[EXERCISE OBJECTIVE] Give again, word for word, every line below from the one that has "M 481,194 L 435,247 L 403,218 L 397,203 Z" through the one that has "M 590,37 L 595,52 L 563,87 L 558,72 Z", both included, and no others.

[EXTRACTED INFORMATION]

◆ ◆ ◆ ◆

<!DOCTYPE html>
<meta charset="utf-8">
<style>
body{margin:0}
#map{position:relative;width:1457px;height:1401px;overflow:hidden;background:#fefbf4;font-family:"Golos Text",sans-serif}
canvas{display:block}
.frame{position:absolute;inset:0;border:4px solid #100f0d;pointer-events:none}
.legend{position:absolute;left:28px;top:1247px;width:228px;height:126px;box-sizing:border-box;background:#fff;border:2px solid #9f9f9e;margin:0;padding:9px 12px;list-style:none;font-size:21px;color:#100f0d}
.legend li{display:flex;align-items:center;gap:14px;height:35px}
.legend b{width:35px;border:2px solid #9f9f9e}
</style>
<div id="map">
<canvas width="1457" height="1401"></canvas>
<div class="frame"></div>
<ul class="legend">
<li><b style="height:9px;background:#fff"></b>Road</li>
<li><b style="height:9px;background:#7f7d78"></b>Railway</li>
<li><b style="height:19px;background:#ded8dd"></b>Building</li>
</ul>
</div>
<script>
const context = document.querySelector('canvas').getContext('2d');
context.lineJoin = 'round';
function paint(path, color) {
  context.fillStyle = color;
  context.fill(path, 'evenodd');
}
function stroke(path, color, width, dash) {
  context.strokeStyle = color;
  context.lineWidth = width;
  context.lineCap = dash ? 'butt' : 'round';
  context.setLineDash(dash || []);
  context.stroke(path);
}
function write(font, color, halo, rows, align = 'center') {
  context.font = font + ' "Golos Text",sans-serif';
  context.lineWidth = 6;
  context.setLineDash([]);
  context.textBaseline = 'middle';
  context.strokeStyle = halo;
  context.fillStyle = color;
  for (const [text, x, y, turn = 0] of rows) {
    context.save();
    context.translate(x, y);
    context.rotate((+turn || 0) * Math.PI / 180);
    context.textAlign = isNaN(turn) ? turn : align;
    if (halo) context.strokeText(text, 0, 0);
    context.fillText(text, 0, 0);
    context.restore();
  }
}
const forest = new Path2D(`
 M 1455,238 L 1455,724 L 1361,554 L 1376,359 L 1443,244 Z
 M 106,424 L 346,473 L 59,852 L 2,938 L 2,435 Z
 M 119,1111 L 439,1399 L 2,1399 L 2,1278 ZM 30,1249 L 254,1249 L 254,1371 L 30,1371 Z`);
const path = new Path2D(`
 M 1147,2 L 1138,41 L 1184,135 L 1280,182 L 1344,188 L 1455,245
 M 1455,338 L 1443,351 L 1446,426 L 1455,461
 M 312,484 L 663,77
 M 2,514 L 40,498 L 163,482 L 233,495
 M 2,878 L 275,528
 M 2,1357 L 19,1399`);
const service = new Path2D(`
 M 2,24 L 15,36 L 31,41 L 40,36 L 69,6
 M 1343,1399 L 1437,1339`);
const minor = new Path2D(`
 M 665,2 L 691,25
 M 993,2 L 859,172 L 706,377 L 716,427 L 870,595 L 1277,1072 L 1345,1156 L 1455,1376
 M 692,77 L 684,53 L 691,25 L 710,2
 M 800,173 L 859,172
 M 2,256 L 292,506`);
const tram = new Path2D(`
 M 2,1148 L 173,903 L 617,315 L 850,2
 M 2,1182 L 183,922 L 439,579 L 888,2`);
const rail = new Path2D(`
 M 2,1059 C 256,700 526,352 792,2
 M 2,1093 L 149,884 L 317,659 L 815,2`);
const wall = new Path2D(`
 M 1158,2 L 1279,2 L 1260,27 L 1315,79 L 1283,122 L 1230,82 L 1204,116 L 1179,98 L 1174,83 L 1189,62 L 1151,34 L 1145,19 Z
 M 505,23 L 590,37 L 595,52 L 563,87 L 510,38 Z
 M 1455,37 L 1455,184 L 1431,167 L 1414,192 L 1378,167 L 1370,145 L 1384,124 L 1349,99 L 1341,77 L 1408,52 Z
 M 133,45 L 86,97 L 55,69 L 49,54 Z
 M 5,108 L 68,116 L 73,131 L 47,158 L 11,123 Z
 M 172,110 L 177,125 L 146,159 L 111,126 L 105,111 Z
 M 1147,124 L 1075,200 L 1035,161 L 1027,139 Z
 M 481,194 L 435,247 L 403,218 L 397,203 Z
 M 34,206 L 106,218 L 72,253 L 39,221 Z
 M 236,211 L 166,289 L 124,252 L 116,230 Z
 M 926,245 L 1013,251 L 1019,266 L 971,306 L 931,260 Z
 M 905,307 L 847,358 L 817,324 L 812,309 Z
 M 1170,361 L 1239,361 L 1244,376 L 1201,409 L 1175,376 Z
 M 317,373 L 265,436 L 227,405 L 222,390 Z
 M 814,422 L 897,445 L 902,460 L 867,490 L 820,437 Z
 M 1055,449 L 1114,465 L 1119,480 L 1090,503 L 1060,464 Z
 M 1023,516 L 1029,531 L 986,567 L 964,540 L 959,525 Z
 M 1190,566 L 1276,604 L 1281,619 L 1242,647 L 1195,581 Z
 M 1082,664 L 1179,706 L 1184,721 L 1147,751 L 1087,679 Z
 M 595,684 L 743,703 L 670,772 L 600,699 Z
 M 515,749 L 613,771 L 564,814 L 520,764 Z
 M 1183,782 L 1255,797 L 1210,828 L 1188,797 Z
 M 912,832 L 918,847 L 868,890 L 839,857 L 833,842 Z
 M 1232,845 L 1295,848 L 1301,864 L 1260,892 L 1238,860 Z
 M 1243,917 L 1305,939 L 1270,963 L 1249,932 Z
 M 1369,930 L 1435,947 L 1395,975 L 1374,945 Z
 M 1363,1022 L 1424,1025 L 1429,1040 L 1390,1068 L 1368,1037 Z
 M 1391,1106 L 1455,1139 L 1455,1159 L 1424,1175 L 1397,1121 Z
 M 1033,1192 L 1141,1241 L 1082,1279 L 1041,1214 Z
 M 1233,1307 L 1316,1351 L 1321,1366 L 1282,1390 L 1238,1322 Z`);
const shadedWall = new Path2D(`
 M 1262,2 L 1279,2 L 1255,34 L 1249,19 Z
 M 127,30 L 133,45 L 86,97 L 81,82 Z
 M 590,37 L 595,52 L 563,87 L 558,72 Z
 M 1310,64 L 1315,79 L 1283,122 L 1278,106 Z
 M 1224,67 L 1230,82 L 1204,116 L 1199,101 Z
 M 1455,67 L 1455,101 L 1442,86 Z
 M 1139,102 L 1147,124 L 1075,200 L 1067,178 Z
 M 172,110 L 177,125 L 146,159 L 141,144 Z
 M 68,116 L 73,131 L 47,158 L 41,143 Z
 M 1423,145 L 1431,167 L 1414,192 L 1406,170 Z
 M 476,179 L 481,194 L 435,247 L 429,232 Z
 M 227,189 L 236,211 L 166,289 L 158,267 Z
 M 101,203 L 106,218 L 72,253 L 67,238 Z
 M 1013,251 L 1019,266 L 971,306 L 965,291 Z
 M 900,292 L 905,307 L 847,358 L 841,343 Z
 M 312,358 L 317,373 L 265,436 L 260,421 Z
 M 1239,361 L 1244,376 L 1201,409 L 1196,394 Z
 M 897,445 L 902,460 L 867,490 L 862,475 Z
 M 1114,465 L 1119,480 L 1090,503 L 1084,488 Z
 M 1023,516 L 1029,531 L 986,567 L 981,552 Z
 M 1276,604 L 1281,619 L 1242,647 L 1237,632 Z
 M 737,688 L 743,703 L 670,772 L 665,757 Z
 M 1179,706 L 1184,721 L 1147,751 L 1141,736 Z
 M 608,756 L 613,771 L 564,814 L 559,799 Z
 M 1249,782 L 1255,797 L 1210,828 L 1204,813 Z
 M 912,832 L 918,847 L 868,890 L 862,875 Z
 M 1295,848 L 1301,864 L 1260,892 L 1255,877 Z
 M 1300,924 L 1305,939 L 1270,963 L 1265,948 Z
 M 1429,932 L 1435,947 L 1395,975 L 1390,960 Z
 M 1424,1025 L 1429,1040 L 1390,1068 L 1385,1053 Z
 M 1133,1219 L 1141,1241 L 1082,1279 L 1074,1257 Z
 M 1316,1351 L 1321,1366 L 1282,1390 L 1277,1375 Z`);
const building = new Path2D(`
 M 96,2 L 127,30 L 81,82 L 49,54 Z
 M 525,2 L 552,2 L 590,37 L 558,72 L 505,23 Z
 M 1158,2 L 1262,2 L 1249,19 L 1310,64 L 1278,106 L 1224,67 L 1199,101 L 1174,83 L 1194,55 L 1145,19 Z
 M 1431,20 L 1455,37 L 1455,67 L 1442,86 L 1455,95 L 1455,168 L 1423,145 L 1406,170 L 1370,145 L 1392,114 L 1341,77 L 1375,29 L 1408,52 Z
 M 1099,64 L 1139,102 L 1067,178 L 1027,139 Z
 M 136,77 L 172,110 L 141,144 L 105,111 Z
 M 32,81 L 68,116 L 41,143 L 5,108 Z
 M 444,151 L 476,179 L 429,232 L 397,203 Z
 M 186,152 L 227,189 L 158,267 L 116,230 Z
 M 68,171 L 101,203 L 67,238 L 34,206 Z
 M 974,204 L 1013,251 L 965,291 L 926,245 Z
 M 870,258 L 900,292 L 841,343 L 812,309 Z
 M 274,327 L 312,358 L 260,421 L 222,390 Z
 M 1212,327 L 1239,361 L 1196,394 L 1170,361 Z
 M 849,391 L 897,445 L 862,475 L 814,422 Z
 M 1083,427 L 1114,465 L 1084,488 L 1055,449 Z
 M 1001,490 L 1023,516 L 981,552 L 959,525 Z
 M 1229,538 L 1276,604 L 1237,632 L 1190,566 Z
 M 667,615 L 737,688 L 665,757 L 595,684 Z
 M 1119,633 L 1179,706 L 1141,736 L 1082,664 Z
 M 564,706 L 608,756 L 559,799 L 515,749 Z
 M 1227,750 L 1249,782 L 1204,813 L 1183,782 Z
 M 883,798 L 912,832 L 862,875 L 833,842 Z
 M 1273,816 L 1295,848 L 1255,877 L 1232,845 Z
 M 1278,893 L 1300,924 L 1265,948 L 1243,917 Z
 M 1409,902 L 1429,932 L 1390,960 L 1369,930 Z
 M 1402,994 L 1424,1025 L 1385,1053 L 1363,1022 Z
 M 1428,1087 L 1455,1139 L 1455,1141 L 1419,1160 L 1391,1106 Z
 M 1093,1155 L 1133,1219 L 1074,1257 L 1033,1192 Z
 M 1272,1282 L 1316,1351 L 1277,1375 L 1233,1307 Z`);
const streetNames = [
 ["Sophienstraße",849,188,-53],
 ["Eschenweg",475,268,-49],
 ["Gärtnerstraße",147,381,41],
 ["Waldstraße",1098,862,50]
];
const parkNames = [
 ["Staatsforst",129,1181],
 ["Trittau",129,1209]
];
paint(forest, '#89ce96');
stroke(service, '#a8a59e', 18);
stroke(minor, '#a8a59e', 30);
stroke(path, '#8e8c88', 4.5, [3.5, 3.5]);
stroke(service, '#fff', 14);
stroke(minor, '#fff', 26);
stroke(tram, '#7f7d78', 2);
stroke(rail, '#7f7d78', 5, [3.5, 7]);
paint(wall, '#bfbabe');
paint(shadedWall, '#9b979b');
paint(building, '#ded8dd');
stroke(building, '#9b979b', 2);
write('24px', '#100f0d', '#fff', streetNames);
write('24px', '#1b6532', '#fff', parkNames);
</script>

◆ ◆ ◆ ◆

[COMPLETED TASK]
 M 481,194 L 435,247 L 403,218 L 397,203 Z
 M 34,206 L 106,218 L 72,253 L 39,221 Z
 M 236,211 L 166,289 L 124,252 L 116,230 Z
 M 926,245 L 1013,251 L 1019,266 L 971,306 L 931,260 Z
 M 905,307 L 847,358 L 817,324 L 812,309 Z
 M 1170,361 L 1239,361 L 1244,376 L 1201,409 L 1175,376 Z
 M 317,373 L 265,436 L 227,405 L 222,390 Z
 M 814,422 L 897,445 L 902,460 L 867,490 L 820,437 Z
 M 1055,449 L 1114,465 L 1119,480 L 1090,503 L 1060,464 Z
 M 1023,516 L 1029,531 L 986,567 L 964,540 L 959,525 Z
 M 1190,566 L 1276,604 L 1281,619 L 1242,647 L 1195,581 Z
 M 1082,664 L 1179,706 L 1184,721 L 1147,751 L 1087,679 Z
 M 595,684 L 743,703 L 670,772 L 600,699 Z
 M 515,749 L 613,771 L 564,814 L 520,764 Z
 M 1183,782 L 1255,797 L 1210,828 L 1188,797 Z
 M 912,832 L 918,847 L 868,890 L 839,857 L 833,842 Z
 M 1232,845 L 1295,848 L 1301,864 L 1260,892 L 1238,860 Z
 M 1243,917 L 1305,939 L 1270,963 L 1249,932 Z
 M 1369,930 L 1435,947 L 1395,975 L 1374,945 Z
 M 1363,1022 L 1424,1025 L 1429,1040 L 1390,1068 L 1368,1037 Z
 M 1391,1106 L 1455,1139 L 1455,1159 L 1424,1175 L 1397,1121 Z
 M 1033,1192 L 1141,1241 L 1082,1279 L 1041,1214 Z
 M 1233,1307 L 1316,1351 L 1321,1366 L 1282,1390 L 1238,1322 Z`);
const shadedWall = new Path2D(`
 M 1262,2 L 1279,2 L 1255,34 L 1249,19 Z
 M 127,30 L 133,45 L 86,97 L 81,82 Z
 M 590,37 L 595,52 L 563,87 L 558,72 Z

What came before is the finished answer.